# Does anybody use Glidden pva primer ?



## propaintersatlanta (Nov 27, 2010)

if so is it worth $33 a 5g bucket


----------



## NCPaint1 (Aug 6, 2009)

propaintersatlanta said:


> if so is it worth $33 a 5g bucket


:lol: :lol: :lol:


----------



## CPFSam (Nov 8, 2010)

What are you planning on using it for?


----------



## bay area contractor (Sep 19, 2009)

*pva*



propaintersatlanta said:


> if so is it worth $33 a 5g bucket


 
Sounds pretty cheap. Beware.


----------



## CPFSam (Nov 8, 2010)

I dont even think that stuff is technically a sealer. More like watered down mud to use on bare drywall only as a base coat. I wouldnt apply it to anything else.


----------



## Lambrecht (Feb 8, 2010)

At $33.00 for a 5'er it would make it $6.60 per gallon. I think I would look for something a little cheaper or there is no way you will make a profit.......maybe food coloring........


----------



## Workaholic (Apr 17, 2007)

I have not used Glidden's PVA but I like to use PPG's 6-2 for new drywall.


----------



## Metro M & L (Jul 21, 2009)

I'll fess up.

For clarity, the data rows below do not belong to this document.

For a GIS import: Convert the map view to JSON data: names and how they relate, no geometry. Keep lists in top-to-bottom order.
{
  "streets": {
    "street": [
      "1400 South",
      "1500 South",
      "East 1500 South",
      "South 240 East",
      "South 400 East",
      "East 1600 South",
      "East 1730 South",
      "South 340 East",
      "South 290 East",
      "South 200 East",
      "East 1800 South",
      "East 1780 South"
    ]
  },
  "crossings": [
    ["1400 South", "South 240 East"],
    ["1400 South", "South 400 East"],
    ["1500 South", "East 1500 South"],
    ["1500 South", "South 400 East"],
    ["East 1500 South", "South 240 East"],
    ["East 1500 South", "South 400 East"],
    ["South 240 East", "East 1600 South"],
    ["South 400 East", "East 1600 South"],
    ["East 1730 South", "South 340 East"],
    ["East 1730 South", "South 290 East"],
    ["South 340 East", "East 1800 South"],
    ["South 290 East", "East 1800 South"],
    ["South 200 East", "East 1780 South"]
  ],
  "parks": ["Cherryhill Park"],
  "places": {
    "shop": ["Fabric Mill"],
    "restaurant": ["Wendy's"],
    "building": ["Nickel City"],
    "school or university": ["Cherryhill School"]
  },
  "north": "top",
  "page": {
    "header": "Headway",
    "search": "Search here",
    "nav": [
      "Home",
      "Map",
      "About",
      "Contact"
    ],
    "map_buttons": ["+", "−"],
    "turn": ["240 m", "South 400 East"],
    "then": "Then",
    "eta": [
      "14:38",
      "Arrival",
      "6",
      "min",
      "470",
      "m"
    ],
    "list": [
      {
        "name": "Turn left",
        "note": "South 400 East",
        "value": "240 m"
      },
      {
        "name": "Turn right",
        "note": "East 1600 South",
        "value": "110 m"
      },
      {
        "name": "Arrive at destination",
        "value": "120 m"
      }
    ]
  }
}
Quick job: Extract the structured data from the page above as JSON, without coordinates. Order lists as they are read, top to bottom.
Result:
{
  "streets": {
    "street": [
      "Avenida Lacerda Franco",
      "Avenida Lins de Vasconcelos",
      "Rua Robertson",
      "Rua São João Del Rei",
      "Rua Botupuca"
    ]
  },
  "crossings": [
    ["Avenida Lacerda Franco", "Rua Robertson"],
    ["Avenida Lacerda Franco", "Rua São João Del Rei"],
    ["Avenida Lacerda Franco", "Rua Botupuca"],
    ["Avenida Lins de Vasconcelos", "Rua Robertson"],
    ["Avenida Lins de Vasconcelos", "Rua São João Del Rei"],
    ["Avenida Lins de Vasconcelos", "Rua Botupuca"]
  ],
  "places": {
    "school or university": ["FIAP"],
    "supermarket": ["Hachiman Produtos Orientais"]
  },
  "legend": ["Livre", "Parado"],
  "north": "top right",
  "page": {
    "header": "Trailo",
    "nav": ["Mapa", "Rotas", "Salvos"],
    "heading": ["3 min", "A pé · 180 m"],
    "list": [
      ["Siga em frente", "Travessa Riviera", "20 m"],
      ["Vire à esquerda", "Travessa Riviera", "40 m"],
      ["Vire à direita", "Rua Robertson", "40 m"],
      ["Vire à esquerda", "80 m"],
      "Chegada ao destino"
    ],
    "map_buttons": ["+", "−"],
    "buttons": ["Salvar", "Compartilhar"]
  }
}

I use it and like it. Never had a failure, holds color well. And I like it better than the Sherwin Builders solution they charge 20$ a gallon for.


----------



## ibsocal (Apr 17, 2007)

propaintersatlanta said:


> if so is it worth $33 a 5g bucket


I have hands on experience spraying it on new drywall and it works perfect as advertised as primer/sealer :thumbsup:.worth it to me :yes:


----------



## Paradigmzz (May 5, 2010)

Sherwin Williams Wallsach is PVA too. Its around 11 a gallon. ($55 a 5er) It is what it is, it is a bare drywall sealer/ primer. There is no point on putting it on previously painted walls though.


----------